YOUR ASSIGNMENT
Wherever the word "body" occurs in the listing below, copy that whole line.
+-------+
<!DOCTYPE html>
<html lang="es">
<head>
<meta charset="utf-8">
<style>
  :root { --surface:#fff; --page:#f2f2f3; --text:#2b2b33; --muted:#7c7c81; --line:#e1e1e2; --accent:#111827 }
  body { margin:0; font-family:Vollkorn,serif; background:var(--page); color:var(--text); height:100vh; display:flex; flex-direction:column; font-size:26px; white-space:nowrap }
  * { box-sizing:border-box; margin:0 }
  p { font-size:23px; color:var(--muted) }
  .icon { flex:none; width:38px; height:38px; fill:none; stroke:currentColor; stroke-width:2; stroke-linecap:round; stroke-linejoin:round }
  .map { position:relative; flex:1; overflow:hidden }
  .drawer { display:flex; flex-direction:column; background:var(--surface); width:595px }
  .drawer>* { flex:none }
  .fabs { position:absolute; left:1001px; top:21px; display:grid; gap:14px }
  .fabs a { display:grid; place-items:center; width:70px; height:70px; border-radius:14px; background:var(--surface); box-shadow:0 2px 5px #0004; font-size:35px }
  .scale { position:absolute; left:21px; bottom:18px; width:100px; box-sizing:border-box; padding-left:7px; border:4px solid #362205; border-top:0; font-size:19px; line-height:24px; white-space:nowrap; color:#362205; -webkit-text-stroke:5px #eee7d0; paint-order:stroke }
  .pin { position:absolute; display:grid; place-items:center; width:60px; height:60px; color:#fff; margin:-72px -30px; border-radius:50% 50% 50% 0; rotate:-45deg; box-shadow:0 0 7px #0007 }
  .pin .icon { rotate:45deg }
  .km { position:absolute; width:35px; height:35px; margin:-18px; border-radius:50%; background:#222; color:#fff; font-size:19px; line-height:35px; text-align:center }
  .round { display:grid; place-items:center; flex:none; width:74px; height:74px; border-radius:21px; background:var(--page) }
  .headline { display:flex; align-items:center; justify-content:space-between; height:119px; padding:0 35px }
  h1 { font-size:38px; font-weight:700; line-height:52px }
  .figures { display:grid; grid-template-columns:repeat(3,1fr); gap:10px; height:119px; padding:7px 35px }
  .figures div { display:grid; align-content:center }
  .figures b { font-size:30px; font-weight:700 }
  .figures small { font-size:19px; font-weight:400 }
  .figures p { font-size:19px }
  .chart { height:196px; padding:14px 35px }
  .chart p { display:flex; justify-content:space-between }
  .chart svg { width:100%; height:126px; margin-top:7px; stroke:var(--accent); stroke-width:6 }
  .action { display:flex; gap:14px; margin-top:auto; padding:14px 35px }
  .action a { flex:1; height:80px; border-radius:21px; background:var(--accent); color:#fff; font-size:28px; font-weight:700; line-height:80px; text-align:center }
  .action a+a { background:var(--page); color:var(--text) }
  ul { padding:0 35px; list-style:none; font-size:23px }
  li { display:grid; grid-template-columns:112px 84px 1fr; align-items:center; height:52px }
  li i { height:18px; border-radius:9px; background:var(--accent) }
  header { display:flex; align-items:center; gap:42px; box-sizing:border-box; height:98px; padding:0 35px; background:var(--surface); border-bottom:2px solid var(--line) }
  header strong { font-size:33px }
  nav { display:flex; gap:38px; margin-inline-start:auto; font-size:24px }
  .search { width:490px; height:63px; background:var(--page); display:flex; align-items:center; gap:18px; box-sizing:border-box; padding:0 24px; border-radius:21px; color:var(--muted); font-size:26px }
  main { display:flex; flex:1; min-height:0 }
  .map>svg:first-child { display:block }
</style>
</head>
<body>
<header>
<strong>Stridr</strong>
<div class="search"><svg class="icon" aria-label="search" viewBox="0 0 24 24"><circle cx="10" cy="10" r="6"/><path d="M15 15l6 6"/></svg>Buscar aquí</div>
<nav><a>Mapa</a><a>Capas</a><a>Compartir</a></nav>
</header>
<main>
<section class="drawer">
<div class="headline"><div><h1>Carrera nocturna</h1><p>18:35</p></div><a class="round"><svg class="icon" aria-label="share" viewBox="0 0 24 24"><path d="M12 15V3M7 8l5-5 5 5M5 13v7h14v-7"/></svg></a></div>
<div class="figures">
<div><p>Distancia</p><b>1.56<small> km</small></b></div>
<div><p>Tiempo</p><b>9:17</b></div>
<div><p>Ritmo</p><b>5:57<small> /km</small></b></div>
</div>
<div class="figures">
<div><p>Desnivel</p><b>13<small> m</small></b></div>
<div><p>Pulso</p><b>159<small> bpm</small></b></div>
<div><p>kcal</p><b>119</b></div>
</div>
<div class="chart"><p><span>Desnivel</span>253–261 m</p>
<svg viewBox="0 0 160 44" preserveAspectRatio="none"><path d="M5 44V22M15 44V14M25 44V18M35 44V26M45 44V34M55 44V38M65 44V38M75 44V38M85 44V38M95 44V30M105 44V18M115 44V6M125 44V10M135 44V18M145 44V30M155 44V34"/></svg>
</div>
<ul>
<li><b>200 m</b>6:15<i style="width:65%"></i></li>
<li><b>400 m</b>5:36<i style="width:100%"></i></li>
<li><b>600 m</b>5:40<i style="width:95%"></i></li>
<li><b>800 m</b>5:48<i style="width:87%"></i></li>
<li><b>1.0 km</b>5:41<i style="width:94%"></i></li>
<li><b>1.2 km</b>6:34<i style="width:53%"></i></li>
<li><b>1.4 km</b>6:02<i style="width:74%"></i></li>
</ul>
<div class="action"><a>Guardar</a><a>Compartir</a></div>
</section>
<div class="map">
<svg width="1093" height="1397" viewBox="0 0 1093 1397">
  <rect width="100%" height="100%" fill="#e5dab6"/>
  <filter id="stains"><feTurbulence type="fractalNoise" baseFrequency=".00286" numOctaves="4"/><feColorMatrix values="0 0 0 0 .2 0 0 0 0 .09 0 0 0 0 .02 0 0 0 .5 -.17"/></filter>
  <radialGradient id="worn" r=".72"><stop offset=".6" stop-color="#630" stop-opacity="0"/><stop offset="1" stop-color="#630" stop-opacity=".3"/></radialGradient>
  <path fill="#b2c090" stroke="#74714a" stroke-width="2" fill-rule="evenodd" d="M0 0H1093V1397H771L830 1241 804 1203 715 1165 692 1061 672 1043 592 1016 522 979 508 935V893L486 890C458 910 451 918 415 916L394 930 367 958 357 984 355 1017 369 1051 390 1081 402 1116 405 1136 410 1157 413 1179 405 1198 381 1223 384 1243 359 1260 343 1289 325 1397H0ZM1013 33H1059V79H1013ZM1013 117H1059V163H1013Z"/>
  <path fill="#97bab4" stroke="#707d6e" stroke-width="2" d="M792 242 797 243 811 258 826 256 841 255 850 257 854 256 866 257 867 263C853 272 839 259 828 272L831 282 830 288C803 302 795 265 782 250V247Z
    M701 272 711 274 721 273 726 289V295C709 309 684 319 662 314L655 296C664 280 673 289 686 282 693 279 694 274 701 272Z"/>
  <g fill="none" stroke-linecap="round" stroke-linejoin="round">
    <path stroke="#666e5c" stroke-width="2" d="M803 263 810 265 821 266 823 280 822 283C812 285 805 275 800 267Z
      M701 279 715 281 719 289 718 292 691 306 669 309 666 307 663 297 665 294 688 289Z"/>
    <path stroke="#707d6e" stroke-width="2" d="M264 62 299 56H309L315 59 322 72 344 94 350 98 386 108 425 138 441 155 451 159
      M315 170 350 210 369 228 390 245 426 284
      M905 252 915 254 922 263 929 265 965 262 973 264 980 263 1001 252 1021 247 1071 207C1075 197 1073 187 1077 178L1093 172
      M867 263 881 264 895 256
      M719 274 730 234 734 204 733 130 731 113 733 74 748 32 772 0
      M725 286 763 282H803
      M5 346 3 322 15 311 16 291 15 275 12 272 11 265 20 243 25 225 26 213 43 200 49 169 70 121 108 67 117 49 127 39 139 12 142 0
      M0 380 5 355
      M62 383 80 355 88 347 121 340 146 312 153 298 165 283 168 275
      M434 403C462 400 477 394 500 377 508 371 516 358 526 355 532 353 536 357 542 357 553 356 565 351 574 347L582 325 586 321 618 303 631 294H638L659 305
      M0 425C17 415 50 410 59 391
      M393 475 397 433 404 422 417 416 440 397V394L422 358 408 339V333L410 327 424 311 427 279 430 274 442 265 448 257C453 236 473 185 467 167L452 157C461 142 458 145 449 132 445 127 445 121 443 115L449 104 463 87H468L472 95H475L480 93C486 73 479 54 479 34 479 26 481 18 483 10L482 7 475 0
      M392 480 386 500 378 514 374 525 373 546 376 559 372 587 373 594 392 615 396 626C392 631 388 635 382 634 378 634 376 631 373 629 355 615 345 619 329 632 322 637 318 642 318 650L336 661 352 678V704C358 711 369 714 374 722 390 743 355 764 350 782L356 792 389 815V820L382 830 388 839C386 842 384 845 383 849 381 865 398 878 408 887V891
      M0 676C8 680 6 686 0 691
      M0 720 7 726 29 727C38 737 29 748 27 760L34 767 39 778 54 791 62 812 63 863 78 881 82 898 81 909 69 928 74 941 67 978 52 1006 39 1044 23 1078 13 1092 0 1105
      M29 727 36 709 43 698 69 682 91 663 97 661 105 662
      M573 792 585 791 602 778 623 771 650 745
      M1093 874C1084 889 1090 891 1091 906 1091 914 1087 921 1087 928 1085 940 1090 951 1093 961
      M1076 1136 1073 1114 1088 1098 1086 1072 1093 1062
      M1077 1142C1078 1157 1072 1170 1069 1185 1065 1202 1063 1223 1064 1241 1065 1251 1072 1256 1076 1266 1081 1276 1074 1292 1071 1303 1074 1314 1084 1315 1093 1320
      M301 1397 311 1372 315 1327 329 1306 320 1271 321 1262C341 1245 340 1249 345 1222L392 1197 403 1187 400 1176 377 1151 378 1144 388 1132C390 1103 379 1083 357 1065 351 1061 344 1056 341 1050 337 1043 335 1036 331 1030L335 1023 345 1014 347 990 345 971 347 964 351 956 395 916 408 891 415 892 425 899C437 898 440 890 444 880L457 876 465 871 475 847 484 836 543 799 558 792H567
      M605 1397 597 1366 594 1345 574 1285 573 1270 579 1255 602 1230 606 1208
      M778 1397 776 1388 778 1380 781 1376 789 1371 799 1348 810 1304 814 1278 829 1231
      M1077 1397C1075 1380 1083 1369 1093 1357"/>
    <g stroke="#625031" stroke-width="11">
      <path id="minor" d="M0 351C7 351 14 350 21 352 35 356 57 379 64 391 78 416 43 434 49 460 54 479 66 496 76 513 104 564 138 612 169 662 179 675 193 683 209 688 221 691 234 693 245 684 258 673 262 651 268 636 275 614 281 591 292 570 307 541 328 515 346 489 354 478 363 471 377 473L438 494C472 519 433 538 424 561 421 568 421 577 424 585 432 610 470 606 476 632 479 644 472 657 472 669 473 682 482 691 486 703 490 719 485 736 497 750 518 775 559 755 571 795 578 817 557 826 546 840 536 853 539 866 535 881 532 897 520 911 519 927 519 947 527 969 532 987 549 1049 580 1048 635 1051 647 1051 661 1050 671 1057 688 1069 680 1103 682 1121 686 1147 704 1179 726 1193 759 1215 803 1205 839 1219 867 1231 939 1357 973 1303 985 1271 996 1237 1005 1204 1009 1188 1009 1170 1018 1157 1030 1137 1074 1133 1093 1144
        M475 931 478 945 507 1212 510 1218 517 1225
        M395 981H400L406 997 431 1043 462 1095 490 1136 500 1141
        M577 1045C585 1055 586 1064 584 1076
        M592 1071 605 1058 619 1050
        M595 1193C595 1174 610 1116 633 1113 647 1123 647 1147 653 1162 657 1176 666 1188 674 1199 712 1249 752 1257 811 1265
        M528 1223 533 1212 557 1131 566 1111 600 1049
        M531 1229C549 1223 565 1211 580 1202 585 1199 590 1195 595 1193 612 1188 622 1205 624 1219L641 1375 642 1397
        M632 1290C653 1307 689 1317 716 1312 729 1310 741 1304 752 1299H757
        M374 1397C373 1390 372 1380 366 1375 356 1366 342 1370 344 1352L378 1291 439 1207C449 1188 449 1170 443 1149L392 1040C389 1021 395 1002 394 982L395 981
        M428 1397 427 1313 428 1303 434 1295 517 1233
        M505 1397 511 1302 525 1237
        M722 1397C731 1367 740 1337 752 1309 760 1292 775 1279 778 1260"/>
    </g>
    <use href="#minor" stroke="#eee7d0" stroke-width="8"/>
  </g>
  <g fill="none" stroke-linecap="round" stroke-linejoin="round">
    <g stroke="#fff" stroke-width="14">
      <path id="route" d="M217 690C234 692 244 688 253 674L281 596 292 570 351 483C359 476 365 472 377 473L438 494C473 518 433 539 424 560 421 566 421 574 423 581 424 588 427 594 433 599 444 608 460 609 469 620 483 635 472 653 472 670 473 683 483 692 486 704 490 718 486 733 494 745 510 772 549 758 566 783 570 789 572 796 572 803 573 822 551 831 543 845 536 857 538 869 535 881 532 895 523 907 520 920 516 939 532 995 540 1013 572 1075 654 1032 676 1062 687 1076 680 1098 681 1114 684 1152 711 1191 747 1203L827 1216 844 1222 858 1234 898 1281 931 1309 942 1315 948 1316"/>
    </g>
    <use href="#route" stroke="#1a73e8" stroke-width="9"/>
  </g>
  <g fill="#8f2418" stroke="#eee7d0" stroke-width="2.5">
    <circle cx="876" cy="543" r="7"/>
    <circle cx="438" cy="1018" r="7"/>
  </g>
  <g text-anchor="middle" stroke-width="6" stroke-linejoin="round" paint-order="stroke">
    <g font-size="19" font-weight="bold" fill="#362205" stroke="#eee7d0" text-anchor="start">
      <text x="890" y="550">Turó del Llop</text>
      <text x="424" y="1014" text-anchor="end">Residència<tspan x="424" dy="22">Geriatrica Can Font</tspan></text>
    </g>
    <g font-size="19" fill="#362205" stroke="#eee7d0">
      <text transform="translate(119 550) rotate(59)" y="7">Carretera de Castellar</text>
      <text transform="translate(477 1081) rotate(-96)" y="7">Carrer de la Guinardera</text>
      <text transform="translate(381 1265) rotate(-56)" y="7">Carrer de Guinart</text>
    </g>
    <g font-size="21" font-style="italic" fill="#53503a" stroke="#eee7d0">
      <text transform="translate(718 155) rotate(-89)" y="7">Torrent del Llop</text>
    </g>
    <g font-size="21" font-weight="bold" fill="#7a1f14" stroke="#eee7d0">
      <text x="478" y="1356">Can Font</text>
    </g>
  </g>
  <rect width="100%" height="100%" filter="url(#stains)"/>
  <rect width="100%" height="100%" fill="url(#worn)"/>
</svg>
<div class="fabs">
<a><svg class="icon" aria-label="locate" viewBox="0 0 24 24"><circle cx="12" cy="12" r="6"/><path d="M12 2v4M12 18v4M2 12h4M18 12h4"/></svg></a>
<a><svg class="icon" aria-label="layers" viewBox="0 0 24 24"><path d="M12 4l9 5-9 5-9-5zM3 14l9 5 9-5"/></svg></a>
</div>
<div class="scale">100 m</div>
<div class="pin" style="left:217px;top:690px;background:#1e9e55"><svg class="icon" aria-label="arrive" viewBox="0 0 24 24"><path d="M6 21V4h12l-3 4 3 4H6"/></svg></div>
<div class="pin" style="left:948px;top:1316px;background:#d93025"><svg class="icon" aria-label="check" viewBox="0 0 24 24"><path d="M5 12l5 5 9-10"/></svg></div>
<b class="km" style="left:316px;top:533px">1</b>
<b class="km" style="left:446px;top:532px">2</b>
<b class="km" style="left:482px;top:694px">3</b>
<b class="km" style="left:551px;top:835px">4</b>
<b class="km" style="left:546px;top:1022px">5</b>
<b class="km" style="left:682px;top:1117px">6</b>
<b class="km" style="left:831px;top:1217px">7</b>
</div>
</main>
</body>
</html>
+-------+
TASK ANSWER
  body { margin:0; font-family:Vollkorn,serif; background:var(--page); color:var(--text); height:100vh; display:flex; flex-direction:column; font-size:26px; white-space:nowrap }
<body>
</body>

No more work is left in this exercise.